→ Task prompt
From the entries that follow, reproduce exactly and only the lines from the line with "ctx.strokeStyle = color;" to the line with "M182,24L194,50", endpoints included.

→ Stored data
┄┄┄┄┄┄
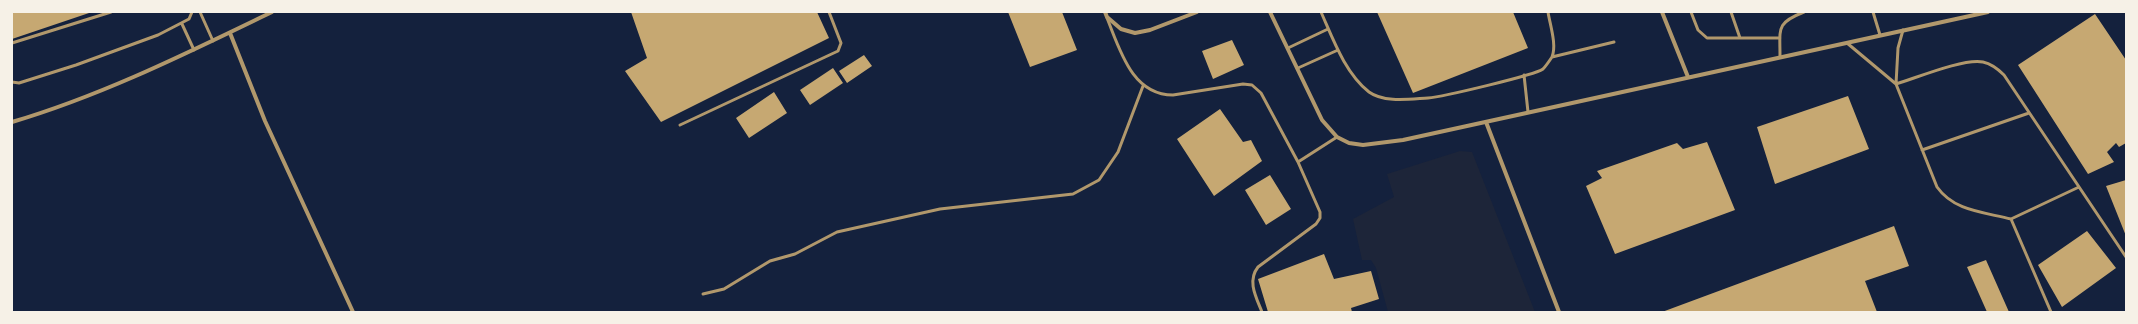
<!DOCTYPE html>
<html>
<head>
<meta charset="utf-8">
<style>
	body { margin:0 }
	#map { position:relative; width:2138px; height:324px; overflow:hidden; background:#14213d; font-family:"Open Sans",sans-serif }
	canvas { display:block }
	.frame { position:absolute; inset:0; border:13px solid #f6f1e7; pointer-events:none }
</style>
</head>
<body>
<div id="map">
<canvas width="2138" height="324"></canvas>
<div class="frame"></div>
</div>
<script>
const ctx = document.querySelector('canvas').getContext('2d');
ctx.lineJoin = 'round';
function fill(path, color) {
  ctx.fillStyle = color;
  ctx.fill(path, 'evenodd');
}
function stroke(path, color, width, dash) {
  ctx.strokeStyle = color;
  ctx.lineWidth = width;
  ctx.lineCap = dash ? 'butt' : 'round';
  ctx.setLineDash(dash || []);
  ctx.stroke(path);
}
fill(new Path2D(`
	M1460,151L1472,152L1535,312H1388L1376,268L1371,260H1362L1353,219L1394,197L1387,174Z`), '#1d2539');
fill(new Path2D(`
	M12,12H92L12,39Z
	M631,12H817L829,38L661,122L625,71L647,58Z
	M1008,12H1062L1077,50L1030,67Z
	M1377,12H1513L1528,48L1413,93Z
	M2095,14L2126,60V143L2119,147L2116,143L2107,152L2114,162L2088,174L2018,65Z
	M1232,40L1244,65L1213,79L1202,51Z
	M864,55L872,66L847,83L839,71Z
	M833,68L843,83L810,105L800,90Z
	M774,92L787,113L749,138L736,118Z
	M1848,96L1869,149L1775,184L1757,127Z
	M1220,109L1243,142L1251,140L1262,161L1214,196L1177,139Z
	M1707,142L1735,210L1615,254L1586,186L1602,178L1597,171L1677,143L1683,149Z
	M1270,175L1291,209L1266,225L1245,190Z
	M2126,180V236L2106,186Z
	M1894,226L1909,266L1865,281L1877,312H1662Z
	M2087,231L2116,268L2062,307L2038,265Z
	M1324,254L1334,279L1371,271L1379,299L1351,308L1352,312H1268L1258,279Z
	M1986,260L2009,312H1987L1967,267Z`), '#c6a872');
stroke(new Path2D(`
	M200,12L213,41
	M1321,12C1333,39 1345,73 1369,92C1384,103 1410,99 1428,98C1442,97 1535,75 1543,69C1545,67 1550,60 1552,57C1557,45 1550,25 1548,12
	M1691,12L1698,30L1707,38H1780
	M1731,12L1740,38
	M1873,12L1880,35
	M1107,18C1120,50 1132,95 1173,95L1243,84L1252,85L1261,93L1298,162L1320,212V218L1316,224L1258,267C1247,281 1256,297 1262,312
	M182,24L194,50
	M1903,30L1898,48L1896,84L1937,187C1954,211 1983,212 2011,219L2051,312
	M12,43L111,12
	M1847,43L1896,84
	M1288,48L1328,29
	M1780,56C1780,28 1776,23 1804,12
	M1552,57L1614,42
	M1298,68L1338,50
	M1524,75L1528,112
	M12,82L19,83L76,65L158,35L189,19L192,12
	M1896,84C1916,78 1964,58 1983,62C1992,64 1998,69 2004,75L2126,257
	M680,125L838,51L841,43L829,12
	M1922,150L2029,113
	M1298,162L1337,137
	M2011,219L2079,187
	M703,294L724,289L770,261L795,254L837,232L940,209L1073,194L1099,180L1118,152L1143,86`), '#b1986c', 3);
stroke(new Path2D(`
	M1105,12L1107,17L1121,29L1135,33L1150,30L1197,12
	M1270,12L1322,120L1337,137L1349,143L1363,145L1403,140L1988,12
	M1662,12L1688,77
	M230,33L265,121L353,312
	M12,122C103,95 187,53 272,12
	M1486,122L1559,312`), '#b1986c', 4);
</script>
</body>
</html>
┄┄┄┄┄┄
→ Task answer
  ctx.strokeStyle = color;
  ctx.lineWidth = width;
  ctx.lineCap = dash ? 'butt' : 'round';
  ctx.setLineDash(dash || []);
  ctx.stroke(path);
}
fill(new Path2D(`
	M1460,151L1472,152L1535,312H1388L1376,268L1371,260H1362L1353,219L1394,197L1387,174Z`), '#1d2539');
fill(new Path2D(`
	M12,12H92L12,39Z
	M631,12H817L829,38L661,122L625,71L647,58Z
	M1008,12H1062L1077,50L1030,67Z
	M1377,12H1513L1528,48L1413,93Z
	M2095,14L2126,60V143L2119,147L2116,143L2107,152L2114,162L2088,174L2018,65Z
	M1232,40L1244,65L1213,79L1202,51Z
	M864,55L872,66L847,83L839,71Z
	M833,68L843,83L810,105L800,90Z
	M774,92L787,113L749,138L736,118Z
	M1848,96L1869,149L1775,184L1757,127Z
	M1220,109L1243,142L1251,140L1262,161L1214,196L1177,139Z
	M1707,142L1735,210L1615,254L1586,186L1602,178L1597,171L1677,143L1683,149Z
	M1270,175L1291,209L1266,225L1245,190Z
	M2126,180V236L2106,186Z
	M1894,226L1909,266L1865,281L1877,312H1662Z
	M2087,231L2116,268L2062,307L2038,265Z
	M1324,254L1334,279L1371,271L1379,299L1351,308L1352,312H1268L1258,279Z
	M1986,260L2009,312H1987L1967,267Z`), '#c6a872');
stroke(new Path2D(`
	M200,12L213,41
	M1321,12C1333,39 1345,73 1369,92C1384,103 1410,99 1428,98C1442,97 1535,75 1543,69C1545,67 1550,60 1552,57C1557,45 1550,25 1548,12
	M1691,12L1698,30L1707,38H1780
	M1731,12L1740,38
	M1873,12L1880,35
	M1107,18C1120,50 1132,95 1173,95L1243,84L1252,85L1261,93L1298,162L1320,212V218L1316,224L1258,267C1247,281 1256,297 1262,312
	M182,24L194,50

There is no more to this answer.